2016 LessWrong Diaspora Survey Analysis: Part One (Meta and Demographics)

namespace

2016 LessWrong Diaspora Survey Analysis

Overview

Survey Meta

Introduction

Hello everybody, this is part one in a series of posts analyzing the 2016 LessWrong Diaspora Survey. The survey ran from March 24th to May 1st and had 3083 respondents.

Almost two thousand eight hundred and fifty hours were spent surveying this year and you've all waited nearly two months from the first survey response to the results writeup. While the results have been available for over a week, they haven't seen widespread dissemination in large part because they lacked a succinct summary of their contents.

When we started the survey in march I posted this graph showing the dropoff in question responses over time:

So it seems only reasonable to post the same graph with this years survey data:

(I should note that this analysis counts certain things as questions that the other chart does not, so it says there are many more questions than the previous survey when in reality where are about as many as last year.)
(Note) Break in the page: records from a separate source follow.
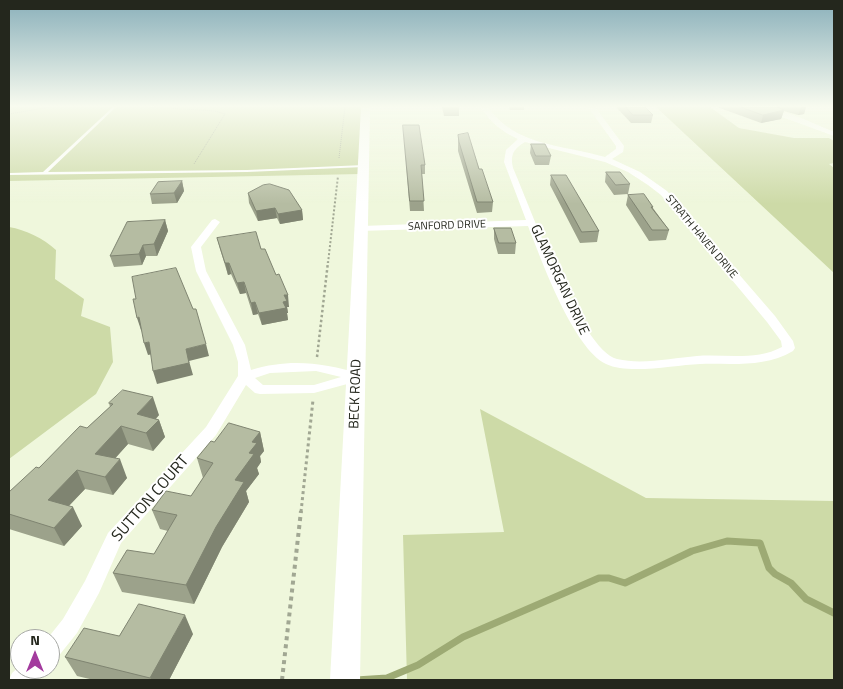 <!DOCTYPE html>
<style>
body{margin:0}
#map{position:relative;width:843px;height:689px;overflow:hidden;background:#eff7dc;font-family:"Titillium Web",sans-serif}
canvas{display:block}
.frame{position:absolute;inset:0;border:10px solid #24271d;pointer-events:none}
.north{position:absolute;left:10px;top:629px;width:50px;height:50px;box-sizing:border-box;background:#fff;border:1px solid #a7a9a5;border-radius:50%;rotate:0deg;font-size:14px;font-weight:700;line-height:20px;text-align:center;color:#24271d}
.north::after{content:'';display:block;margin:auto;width:18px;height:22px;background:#a33b9e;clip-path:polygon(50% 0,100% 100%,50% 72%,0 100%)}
</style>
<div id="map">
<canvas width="843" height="689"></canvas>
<div class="frame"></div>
<div class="north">N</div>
</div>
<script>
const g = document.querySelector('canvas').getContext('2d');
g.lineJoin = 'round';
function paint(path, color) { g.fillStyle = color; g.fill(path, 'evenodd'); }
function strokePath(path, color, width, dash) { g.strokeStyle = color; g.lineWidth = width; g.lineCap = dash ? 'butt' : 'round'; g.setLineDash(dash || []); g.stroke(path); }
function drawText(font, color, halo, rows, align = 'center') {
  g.font = font + ' "Titillium Web",sans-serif'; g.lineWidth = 4; g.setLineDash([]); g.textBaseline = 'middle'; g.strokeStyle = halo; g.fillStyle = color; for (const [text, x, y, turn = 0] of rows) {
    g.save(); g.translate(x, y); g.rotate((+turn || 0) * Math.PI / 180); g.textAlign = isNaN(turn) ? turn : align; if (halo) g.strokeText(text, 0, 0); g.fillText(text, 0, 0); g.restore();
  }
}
paint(new Path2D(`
 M9,107H365L362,174L9,181Z
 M656,107H710L739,128L794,138H829L834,141V163L829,164L834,168V273Z
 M9,227C26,230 43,238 56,250L55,279L84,299L81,316L110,327L113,362L96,394L9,459Z
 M480,409L646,498L834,501V680H407L403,535L504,532Z`), '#cddaa7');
strokePath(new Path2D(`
 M356,680L387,678L418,665L463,637L599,578H609L625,583L692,551L727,541L760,543L769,568L775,574L791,583L806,599L834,613`), '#9daa74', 7);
strokePath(new Path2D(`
 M151,107L215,111L225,114L194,164
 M9,114L50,107
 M339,158L345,107`), '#a1a793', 1, [1, 1]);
strokePath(new Path2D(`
 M328,263L338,176`), '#a1a793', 2, [2, 2]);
strokePath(new Path2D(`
 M317,357L328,262`), '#a1a793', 2.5, [2.5, 2.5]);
strokePath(new Path2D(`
 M301,512L313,400`), '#a1a793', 3, [3, 3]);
strokePath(new Path2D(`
 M282,680L301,511`), '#a1a793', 4, [4, 4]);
paint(new Path2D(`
 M113,107H116L48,172L247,170L364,165L366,166L364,167L247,172L9,175V173L43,172Z`), '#fff');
paint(new Path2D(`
 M481,107H488C514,146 564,145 605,157L616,149V146L588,107H595L624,146L623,152L612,159L640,172L667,191L775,316L793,341L795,348L793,351C764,368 733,363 700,364C674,365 629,375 606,364C573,348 541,259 528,226L359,231V227L362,226L526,220L504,162L506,150L518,139C501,131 491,123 481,107ZM525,142L605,162L628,172L648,185L661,195L767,322L781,341L782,347C756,361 725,354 697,356C672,358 642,365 617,359C581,350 529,204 513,168C510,155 513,149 525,142Z
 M755,107C781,107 810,122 834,132V136Z
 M215,219L220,222L201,247L206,271L245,345L251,370C291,358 322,363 362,374L364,377L362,380L314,393L260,394L255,393L246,385L216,435L121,543L99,593L77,633L57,658L50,661V639H47L63,619L85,581L108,533L206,427L238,376V362L233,345L196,271L191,247L212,220ZM316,371L341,377L314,385H263L255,378L270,373Z
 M20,666V669H42L39,676L35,680H9L12,673Z`), '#fff');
paint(new Path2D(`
 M361,107H370L360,680H330Z`), '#fff');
paint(new Path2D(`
 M442,107H459V116H444Z
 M509,107H524V110H510Z
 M616,107H645L653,115L651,123H631Z
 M717,107H806L804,114L798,115L784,111L781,119L761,123Z
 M403,125L425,165V174H422L424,211H410Z
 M458,135L479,169L493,202L492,212L477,213L458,151Z
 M531,144L551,156L549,165H535L530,153Z
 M606,172L630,184L628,194L614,195L605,182Z
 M551,175L599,231L597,242L580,243L550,185Z
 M182,181L184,191L177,203L152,204L150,194Z
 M248,193L302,210L303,220L280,224L277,218L258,221L249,203Z
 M628,195L653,207V208L669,230L666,240L649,241L626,205Z
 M165,220L168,231L157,256H146L142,265L114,267L110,256Z
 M494,228L516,243L515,254H498L494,239Z
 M217,238L261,249L289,307H287L288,313H287L288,320L262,325L258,314L253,315L246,293L240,294L231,274L228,275L220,249Z
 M109,403L159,415L156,419L159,420L165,437L153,451L128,444L115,458L127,478L113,495L85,489L69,506L82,526L64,546L9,529V492L87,428L110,407Z
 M260,432L264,451L260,456L261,462L257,468L259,474L246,491L249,502L222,547L194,604L122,592L113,573L154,554L168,531L160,529L152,510L191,496L203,478L197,458Z
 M193,634L169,680H94L77,676L65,657L119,636Z`), '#9ca28b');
paint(new Path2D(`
 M801,107H806L804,114L798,115Z
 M784,110L781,119L761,123L763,115Z
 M182,181L184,191L177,203L174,193Z
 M275,208L277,218L258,221L256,211Z
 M302,210L303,220L280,224L278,214Z
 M165,220L168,231L157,256L154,244Z
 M143,245L146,256L142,265L139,254Z
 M225,263H229L231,274L228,275Z
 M244,282L246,293L240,294L237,283Z
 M284,295H288L289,307H287L288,313H287L288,320L262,325L259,313L283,302Z
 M255,302L258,314L253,315L251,303Z
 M139,317L143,329L141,330L137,318Z
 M149,342L153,354L148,355L144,343Z
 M206,344L209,356L189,361L193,375L157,384L153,371L186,349Z
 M153,397L159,415L144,431L137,414Z
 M159,420L165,437L153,451L146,433Z
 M121,426L128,444L103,472L95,454Z
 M260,432L264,451L260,456L261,462L257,468L259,474L246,491L249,502L222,547L194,604L186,585L235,480L249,453L252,442Z
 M120,459L127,478L113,495L105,477Z
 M77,470L85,489L57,518L48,500Z
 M73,507L82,526L64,546L54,528Z
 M185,615L193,634L169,680H152L150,678Z`), '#7f8471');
const building = new Path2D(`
 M626,107H645L653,115H633Z
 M741,107H777L784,110L763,115Z
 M403,125H419L425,165H421L424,201H410Z
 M468,133L479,169H482L493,202H477L459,142L458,135Z
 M531,144H545L551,156H536Z
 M606,172H620L630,184L616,185Z
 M551,175H566L599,231L582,232Z
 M182,181L174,193L150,194L158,182Z
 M270,184L289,190L302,210L278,214L275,208L256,211L248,193L263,185Z
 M644,194L653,207H651L669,230H652L628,195Z
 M165,220L154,244L143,245L139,254L110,256L127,222Z
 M494,228H511L516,243H499Z
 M256,232L261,249H265L276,275L279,274L288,295H284L287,301L283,302L286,308L259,313L255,302L251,303L244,282L237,283L229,263H225L217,238Z
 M176,268L193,309H196L206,344L186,349L189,363L153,371L149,342L144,343L139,317L137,318L133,299H136L132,277Z
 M123,390L153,397L137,414L159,420L146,433L121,426L95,454L120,459L105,477L77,470L48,500L73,507L54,528L9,514V492L36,467L39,468L80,426L87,428L113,404L109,403Z
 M229,423L260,432L252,442L257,443L249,453L254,454L235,480L244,482L216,527L186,585L113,573L127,550L154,554L177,515L152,510L166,491L191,496L213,463L197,458L211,441L214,442Z
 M139,604L185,615L150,678L65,657L84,628L119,636Z`);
paint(building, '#b5bca2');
strokePath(building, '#7f8471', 1);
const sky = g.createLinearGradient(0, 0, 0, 204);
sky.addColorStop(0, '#8ab0ba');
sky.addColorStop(0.52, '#f8fbef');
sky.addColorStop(1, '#f8fbef00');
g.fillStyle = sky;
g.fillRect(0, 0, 843, 204);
drawText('11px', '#24271d', '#fff', [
 ["SANFORD DRIVE",447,226,-2],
 ["STRATH HAVEN DRIVE",701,237,50]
]);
drawText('14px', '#24271d', '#fff', [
 ["GLAMORGAN DRIVE",559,280,65],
 ["BECK ROAD",356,394,-88]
]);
drawText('16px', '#24271d', '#fff', [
 ["SUTTON COURT",151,499,-49]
]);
</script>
2016 Diaspora Survey Stats

Survey hours spent in total: 2849.818888888889

Average number of minutes spent on survey: 102.14404619673437

Median number of minutes spent on survey: 39.775

Mode minutes spent on survey: 20.266666666666666

The takeaway here seems to be that some people take a long time with the survey, raising the average. However, most people's survey time is somewhere below the forty five minute mark. LessWrong does a very long survey, and I wanted to make sure that investment was rewarded with a deep detailed analysis. Weighing in at over four thousand lines of python code, I hope the analysis I've put together is worth the wait.

Credits

I'd like to thank people who contributed to the analysis effort:

Bartosz Wroblewski

Kuudes on #lesswrong

Obormot on #lesswrong

Two anonymous contributors

And anybody else who I may have forgotten. Thanks again to Scott Alexander, who wrote the majority of the survey and ran it in 2014, and who has also been generous enough to license his part of the survey under a creative commons license along with mine.

Demographics

Age

The 2014 survey gave these numbers for age:

Age: 27.67 + 8.679 (22, 26, 31) [1490]

In 2016 the numbers were:

Mean: 28.108772669759592
Median: 26.0
Mode: 23.0

Most LWers are in their early to mid twenties, with some older LWers bringing up the average. The average is close enough to the former figure that we can probably say the LW demographic is in their 20's or 30's as a general rule.

Sex and Gender

In 2014 our gender ratio looked like this:

Female: 179, 11.9%
Male: 1311, 87.2%

In 2016 the proportion of women in the community went up by over four percent:

Male: 2021 83.5%
Female: 393 16.2%

One hypothesis on why this happened is that the 2016 survey focused on the diaspora rather than just LW. Diaspora communities plausibly have marginally higher rates of female membership. If I had more time I would write an analysis investigating the demographics of each diaspora community, but to answer this particular question I think a couple of SQL queries are illustrative:

(Note: ActiveMemberships one and two are 'LessWrong' and 'LessWrong Meetups' respectively.)
sqlite> select count(birthsex) from data where (ActiveMemberships_1 = "Yes" OR ActiveMemberships_2 = "Yes") AND birthsex="Male";
425
sqlite> select count(birthsex) from data where (ActiveMemberships_1 = "Yes" OR ActiveMemberships_2 = "Yes") AND birthsex="Female";
66
>>> 66 / (425 + 66)\
0.13441955193482688\

Well, maybe. Of course, before we wring our hands too much on this question it pays to remember that assigned sex at birth isn't the whole story. The gender question in 2014 had these results:

F (cisgender): 150, 10.0%
F (transgender MtF): 24, 1.6%
M (cisgender): 1245, 82.8%
M (transgender FtM): 5, 0.3%
Other: 64, 4.3%

In 2016:

F (cisgender): 321 13.3%
F (transgender MtF): 65 2.7%
M (cisgender): 1829 76%
M (transgender FtM): 23 1%
Other: 156 6.48%

Some things to note here. 16.2% of respondents were assigned female at birth but only 13.3% still identify as women. 1% are transmen, but where did the other 1.9% go? Presumably into the 'Other' field. Let's find out.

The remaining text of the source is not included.